While you’ll grow to love both flawed characters at the book’s centre, there’s also a large cast of supporting characters for you to get your teeth into – every one perfectly drawn, every one three dimensional, the villains and the good, and those whose true character might lie somewhere between the two. There’s tension and mystery, darkness, a wider superstitious and celestial dimension, a romance, some lovely touches of humour – and it all moves at a perfect pace, making you read another chapter, then maybe just one more, until you decide to read to the end because you can’t bear to put it down.
I was totally enchanted by this book – a compulsive read that I think so many readers would enjoy, regardless of any preconceptions about historical fiction. Highly recommended to all – and a definite contender for my books of the year list.
About the author
Martine Bailey’s historical crime debut, An Appetite for Violets, takes sharp-witted cook Biddy Leigh on a murderous trip to Italy. Its mix of crime, gastronomy and social history was described by Fay Weldon as a new genre, ‘culinary gothic’. An Appetite for Violets was picked by the American Library Association’s Booklist as one of the top ten crime fiction debuts of the year.
The Penny Heart is a gripping novel of suspense that draws on age-old themes of cooking, trickery and revenge. When timid new wife Grace Moore hires a new cook, she finds she is tied to a world she didn’t know existed…a world of deceit, double-crossing, and murder.

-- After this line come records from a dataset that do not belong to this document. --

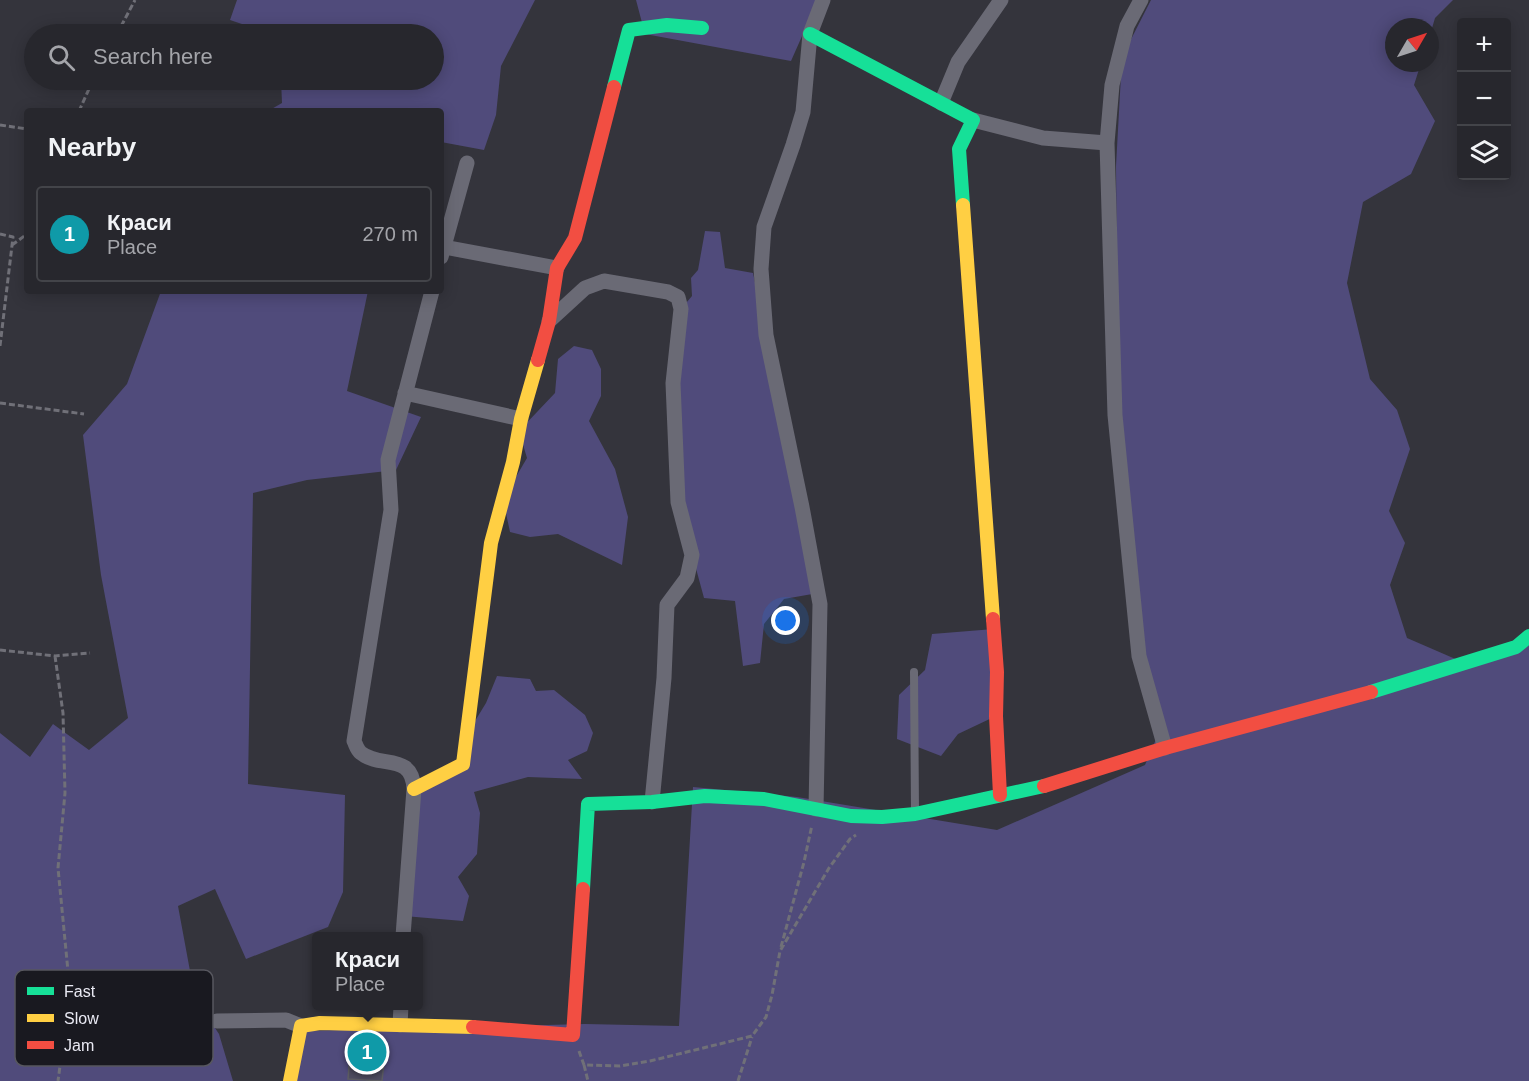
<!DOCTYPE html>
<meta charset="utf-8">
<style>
:root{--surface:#27272d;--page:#333339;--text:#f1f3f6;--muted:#a4a5aa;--line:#434449;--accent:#1a73e8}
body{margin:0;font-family:Helvetica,sans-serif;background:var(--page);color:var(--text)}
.controls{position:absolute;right:18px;top:18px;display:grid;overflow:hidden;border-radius:6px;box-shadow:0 3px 15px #0003}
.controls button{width:54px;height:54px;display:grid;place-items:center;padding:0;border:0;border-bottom:2px solid var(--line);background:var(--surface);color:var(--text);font:30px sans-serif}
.compass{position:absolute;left:1385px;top:18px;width:54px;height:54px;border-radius:50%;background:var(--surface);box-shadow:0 3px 15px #0003;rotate:51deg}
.you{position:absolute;left:786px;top:621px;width:21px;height:21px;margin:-15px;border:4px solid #fff;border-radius:50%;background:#1a73e8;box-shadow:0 0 0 9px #1a73e833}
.badge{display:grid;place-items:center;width:39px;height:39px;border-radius:50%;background:var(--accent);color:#fff;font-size:20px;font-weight:700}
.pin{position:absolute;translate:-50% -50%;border:3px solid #fff;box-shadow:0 2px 6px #0006}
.popup{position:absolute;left:312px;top:932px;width:111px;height:78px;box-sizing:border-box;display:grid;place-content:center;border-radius:6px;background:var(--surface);filter:drop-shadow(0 2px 4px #0005);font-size:20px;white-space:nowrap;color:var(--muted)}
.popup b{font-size:22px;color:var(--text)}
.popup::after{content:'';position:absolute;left:50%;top:100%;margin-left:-12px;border:12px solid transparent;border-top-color:var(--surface)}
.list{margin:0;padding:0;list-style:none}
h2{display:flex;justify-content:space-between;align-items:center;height:78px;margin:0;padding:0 24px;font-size:26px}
h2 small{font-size:20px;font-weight:400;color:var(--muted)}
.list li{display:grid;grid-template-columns:39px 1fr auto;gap:18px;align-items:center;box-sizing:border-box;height:96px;margin:0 12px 12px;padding:0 12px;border:2px solid var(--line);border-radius:6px}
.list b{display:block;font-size:22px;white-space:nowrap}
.list p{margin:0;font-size:20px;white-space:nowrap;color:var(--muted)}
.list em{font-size:20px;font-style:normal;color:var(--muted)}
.icon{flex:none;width:33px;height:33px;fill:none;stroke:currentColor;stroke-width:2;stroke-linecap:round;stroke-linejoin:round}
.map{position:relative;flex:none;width:1529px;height:1081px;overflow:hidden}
.search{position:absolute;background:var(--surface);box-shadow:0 3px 15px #0003;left:24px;top:24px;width:420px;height:66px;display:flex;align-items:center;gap:15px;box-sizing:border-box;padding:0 21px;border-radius:33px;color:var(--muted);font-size:22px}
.panel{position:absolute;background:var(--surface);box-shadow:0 3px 15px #0003;left:24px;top:108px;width:420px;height:186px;border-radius:6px}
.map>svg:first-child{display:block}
.green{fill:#504b7b}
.building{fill:#4f4d60;stroke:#5c5c62;stroke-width:1.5}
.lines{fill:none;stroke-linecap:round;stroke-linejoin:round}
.path{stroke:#707078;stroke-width:3;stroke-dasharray:6 3;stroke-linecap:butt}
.lane{stroke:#6a6a75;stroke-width:8}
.street{stroke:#6a6a75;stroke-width:15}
.fast{stroke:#16e098;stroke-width:14}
.slow{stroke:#ffcf43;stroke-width:14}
.jam{stroke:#f24e42;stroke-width:14}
.key{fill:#191920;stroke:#57575f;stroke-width:1.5}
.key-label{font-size:16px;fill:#e9e9f3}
</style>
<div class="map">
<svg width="1529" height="1081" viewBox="0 0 1529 1081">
<rect width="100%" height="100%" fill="#34343c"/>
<path class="green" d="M237 0H535L501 66 496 115 484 150 441 142V111H268L282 103 281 80H434V34H272L230 20Z
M636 0H818L791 61 645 34Z
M1151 0H1453L1435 18 1430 35V27H1394V63H1421L1414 85 1435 121 1411 174 1363 202 1347 283 1370 379 1397 410 1410 449 1389 511 1405 543 1390 585 1407 638 1467 664 1529 643V1081H290L303 1031 585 1024 679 1026 693 787 797 797 997 830 1145 765 1160 730 1139 656 1118 395 1116 166 1122 57Z
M705 231 720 232 725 268 753 273 802 507 818 593 784 599 764 624 760 663 743 666 735 601 704 598 678 502 681 309 692 296 691 278 698 270Z
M161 291H368L347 391 421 417 396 470 307 480 253 493 248 784 345 795 343 892 328 927 246 959 215 889 178 906 195 998 219 1034 233 1081H0V733L30 757 53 724 89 750 128 718 101 575 83 435 127 384Z
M574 346 592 350 601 369V396L589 421 615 469 628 517 622 565 558 534 530 537 510 532 503 499 527 458 519 431 555 393 558 359Z
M994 629 996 716 958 734 941 756 897 739 899 695 925 670 932 634Z
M497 676 530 679 536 691 554 690 585 715 593 733 587 751 568 760 582 779 528 777 474 792 480 813 477 854 458 877 469 896 463 921 404 916 414 789 463 764 475 721 486 703Z"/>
<path class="building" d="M358 1047 376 1049 375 1062 384 1063 382 1081 348 1079 350 1055 357 1056Z"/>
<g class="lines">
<path class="path" d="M117 34 135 0
M79 111 93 80
M0 125 27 129
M0 234 13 237 0 346
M12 245 27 234
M0 403 84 414
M0 650 55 656 90 653
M55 656 63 713 65 793 58 868 70 992 58 1081
M781 947 804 862 812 825
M579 1051 584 1065 620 1066 650 1061 752 1036 766 1017 772 995 780 951 829 868 850 839 856 835
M584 1065 588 1081
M738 1081 752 1037"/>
<path class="lane" d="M914 672 915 813"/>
<path class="street" d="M941 103 958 62 1001 0
M973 120 1043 138 1107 143 1115 415 1139 656 1165 748
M1107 143 1112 85 1127 26 1141 0
M444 247 557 268
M441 257 467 163
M549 321 585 288 604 281 668 292 678 297 681 309 673 383 678 502 692 555 687 578 667 605 664 678 652 802
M405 393 521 419
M816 809 820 604 802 507 766 335 761 269 764 227 793 145 803 112 810 34 823 0
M403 936 414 789C412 752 381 769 361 753 357 750 356 745 354 741L391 510 388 460 432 291
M217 1021 286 1020 301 1026
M400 1025 401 1006"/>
<path class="fast" d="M810 34 973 120 959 149 963 205
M614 87 629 30 667 25 702 28
M1371 692 1516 647 1529 636
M583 889 588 804 652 802 705 796 764 799 851 816 882 817 915 814 1044 786"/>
<path class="slow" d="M963 205 993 619
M414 789 463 764 491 543 513 462 521 419 538 360
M290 1081 301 1026 320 1023 473 1027"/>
<path class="jam" d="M538 360 549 321 557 268 575 238 614 87
M993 619 997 672 996 716 1000 795
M1044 786 1165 748 1371 692
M473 1027 573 1035 583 889"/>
</g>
<rect x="15" y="970" width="198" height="96" rx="9" class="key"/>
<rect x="27" y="987" width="27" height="8" fill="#16e098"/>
<rect x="27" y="1014" width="27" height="8" fill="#ffcf43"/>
<rect x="27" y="1041" width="27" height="8" fill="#f24e42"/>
<g class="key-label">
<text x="64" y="997">Fast</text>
<text x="64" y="1024">Slow</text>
<text x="64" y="1051">Jam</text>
</g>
</svg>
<div class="controls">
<button>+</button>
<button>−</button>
<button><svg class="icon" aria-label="layers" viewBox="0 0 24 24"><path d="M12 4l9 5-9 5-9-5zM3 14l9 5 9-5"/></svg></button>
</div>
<svg class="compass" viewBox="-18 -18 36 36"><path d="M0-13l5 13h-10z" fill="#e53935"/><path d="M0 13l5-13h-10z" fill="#a4a5aa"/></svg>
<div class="you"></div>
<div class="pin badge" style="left:367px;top:1052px;background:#0f9aa8">1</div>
<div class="popup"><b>Краси</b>Place</div>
<div class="search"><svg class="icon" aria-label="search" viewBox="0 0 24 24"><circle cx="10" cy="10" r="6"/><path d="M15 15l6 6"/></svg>Search here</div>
<section class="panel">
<h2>Nearby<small></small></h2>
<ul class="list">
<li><span class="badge" style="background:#0f9aa8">1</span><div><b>Краси</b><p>Place</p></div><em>270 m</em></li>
</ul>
</section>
</div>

The stars, riddles and murder align in The Almanack, a historical mystery featuring 50 authentic riddles. 1752, Midsummer. Following a desperate summons from her mother, Tabitha Hart departs London for her home village of Netherlea – only to discover that her mother has allegedly drowned. Determined to discover the truth, Tabitha consults her mother’s almanack and uncovers a series of cryptic notes describing her terror of someone she names only as ‘D’.
In pursuit of authenticity Martine studied with TV food historian Ivan Day and experienced Georgian food and fashion at firsthand with an historic re-enactment society. As an amateur cook she won the Merchant Gourmet Recipe Challenge and was a former UK Dessert Champion, cooking at Le Meurice in Paris. Martine lives in Cheshire, England, and is married with one son.